--- Data records Enclosed Below ---

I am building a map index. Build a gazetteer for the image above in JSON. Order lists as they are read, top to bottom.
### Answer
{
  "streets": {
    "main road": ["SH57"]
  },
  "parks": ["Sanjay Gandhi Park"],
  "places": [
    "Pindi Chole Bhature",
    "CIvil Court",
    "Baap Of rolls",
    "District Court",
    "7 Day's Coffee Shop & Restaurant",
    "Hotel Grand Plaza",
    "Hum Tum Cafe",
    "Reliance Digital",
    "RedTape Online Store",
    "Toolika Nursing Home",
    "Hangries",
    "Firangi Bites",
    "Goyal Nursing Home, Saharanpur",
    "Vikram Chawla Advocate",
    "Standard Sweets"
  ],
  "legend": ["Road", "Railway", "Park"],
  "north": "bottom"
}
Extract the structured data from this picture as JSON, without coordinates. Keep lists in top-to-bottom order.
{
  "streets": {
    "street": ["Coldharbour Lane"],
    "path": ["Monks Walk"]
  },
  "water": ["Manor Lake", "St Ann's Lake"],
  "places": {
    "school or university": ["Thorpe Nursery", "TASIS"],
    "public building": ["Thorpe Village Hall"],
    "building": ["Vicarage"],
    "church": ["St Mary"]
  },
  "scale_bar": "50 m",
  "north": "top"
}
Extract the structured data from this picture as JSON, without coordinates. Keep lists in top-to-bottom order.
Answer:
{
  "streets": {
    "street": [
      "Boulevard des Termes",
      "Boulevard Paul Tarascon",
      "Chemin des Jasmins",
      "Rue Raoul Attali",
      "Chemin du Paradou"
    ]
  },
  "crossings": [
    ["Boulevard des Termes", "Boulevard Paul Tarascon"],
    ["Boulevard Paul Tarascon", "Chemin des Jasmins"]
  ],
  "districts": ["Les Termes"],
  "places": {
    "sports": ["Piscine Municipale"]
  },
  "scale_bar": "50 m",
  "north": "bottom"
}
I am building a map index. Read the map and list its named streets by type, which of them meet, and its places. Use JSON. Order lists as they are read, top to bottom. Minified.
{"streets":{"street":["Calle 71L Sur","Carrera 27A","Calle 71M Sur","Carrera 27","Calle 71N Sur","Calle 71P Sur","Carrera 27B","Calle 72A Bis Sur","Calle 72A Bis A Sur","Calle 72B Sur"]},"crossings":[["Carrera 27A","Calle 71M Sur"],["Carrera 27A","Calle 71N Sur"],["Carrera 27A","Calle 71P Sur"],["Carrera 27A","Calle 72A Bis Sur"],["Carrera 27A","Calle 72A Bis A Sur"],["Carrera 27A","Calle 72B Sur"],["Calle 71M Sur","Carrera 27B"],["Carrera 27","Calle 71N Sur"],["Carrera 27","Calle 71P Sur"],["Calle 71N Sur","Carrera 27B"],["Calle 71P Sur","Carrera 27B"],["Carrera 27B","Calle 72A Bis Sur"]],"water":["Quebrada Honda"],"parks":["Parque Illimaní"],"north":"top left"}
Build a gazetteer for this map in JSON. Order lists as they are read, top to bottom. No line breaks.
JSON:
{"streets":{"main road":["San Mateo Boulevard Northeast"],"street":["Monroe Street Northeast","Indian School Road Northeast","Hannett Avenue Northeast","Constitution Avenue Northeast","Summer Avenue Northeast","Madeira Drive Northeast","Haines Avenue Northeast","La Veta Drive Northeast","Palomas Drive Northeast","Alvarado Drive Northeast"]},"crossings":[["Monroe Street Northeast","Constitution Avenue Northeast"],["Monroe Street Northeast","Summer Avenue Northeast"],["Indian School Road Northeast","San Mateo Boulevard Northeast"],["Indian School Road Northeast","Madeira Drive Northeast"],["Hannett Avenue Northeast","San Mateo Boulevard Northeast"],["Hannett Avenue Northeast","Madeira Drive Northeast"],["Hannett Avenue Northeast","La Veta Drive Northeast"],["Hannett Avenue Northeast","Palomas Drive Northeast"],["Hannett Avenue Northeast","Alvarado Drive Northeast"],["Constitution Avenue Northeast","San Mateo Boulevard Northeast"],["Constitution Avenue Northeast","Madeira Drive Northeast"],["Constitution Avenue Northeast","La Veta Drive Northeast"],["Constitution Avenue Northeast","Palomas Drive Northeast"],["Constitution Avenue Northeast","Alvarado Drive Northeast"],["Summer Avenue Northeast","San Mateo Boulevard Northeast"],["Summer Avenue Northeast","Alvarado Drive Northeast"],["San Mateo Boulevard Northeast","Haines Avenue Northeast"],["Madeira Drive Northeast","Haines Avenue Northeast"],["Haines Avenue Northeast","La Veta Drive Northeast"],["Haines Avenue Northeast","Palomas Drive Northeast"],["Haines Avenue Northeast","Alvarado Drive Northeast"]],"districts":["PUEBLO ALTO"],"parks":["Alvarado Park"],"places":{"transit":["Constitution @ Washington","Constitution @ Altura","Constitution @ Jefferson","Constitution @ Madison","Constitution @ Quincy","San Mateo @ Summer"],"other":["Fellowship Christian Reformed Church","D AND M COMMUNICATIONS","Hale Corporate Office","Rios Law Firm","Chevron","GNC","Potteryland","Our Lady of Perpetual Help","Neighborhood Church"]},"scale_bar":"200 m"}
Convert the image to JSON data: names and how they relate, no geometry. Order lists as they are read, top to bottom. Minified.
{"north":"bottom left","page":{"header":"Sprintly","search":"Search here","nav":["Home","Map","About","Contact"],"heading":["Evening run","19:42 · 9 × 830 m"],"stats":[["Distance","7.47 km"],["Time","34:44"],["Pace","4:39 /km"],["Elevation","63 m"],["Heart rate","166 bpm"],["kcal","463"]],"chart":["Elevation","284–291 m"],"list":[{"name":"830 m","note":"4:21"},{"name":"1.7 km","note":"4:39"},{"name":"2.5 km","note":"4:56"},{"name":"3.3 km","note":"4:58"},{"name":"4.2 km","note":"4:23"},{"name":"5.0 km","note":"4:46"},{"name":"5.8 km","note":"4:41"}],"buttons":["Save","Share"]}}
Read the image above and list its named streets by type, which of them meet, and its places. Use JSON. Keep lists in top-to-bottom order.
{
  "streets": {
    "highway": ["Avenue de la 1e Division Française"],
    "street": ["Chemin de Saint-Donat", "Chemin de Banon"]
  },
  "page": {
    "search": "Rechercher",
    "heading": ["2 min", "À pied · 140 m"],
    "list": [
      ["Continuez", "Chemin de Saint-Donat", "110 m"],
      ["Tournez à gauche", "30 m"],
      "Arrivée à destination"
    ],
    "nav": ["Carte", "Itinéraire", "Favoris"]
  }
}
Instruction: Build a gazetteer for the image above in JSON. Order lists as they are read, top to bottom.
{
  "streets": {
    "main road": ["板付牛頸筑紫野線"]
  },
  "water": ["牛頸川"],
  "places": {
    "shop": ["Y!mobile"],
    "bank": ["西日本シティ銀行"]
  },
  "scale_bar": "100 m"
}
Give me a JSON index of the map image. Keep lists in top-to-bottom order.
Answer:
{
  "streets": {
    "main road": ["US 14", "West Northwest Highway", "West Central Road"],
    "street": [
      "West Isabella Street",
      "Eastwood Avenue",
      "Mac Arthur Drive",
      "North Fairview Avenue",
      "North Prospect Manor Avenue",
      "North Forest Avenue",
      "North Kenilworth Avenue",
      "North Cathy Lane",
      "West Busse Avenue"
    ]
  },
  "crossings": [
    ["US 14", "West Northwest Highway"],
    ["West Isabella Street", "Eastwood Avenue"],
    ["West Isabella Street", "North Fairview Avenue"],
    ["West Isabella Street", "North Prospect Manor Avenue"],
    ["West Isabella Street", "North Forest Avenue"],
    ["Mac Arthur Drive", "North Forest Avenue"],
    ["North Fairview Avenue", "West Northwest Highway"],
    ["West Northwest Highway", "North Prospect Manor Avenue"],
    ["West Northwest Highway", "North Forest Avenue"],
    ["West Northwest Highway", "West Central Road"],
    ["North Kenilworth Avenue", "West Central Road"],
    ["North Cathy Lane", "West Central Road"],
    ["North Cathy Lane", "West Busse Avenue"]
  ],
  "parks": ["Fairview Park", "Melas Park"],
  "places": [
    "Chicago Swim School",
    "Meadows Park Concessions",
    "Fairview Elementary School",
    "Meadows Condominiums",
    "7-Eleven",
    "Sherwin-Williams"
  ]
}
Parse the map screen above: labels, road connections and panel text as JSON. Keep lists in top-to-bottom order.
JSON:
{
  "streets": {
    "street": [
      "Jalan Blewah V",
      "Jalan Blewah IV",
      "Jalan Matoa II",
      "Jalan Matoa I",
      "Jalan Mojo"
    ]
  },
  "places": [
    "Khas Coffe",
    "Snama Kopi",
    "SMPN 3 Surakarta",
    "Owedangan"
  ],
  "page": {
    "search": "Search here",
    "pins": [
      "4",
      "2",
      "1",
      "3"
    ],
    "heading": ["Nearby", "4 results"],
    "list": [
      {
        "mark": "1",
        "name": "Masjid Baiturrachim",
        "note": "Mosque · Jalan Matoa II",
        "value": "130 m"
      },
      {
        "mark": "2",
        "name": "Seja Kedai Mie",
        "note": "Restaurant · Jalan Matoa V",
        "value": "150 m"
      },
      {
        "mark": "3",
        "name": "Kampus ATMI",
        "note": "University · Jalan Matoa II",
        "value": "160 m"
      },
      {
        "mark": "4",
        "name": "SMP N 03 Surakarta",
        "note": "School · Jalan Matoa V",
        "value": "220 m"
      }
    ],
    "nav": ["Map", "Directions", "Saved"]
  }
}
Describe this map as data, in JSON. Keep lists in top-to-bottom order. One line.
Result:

--- End of Enclosed Data records ---

Directions for this task =>
Write out exactly the lines from the one with "Describe this map" through the end of the records above, both ends included, and leave out all other lines.

Exercise answer =>
Describe this map as data, in JSON. Keep lists in top-to-bottom order. One line.
Result:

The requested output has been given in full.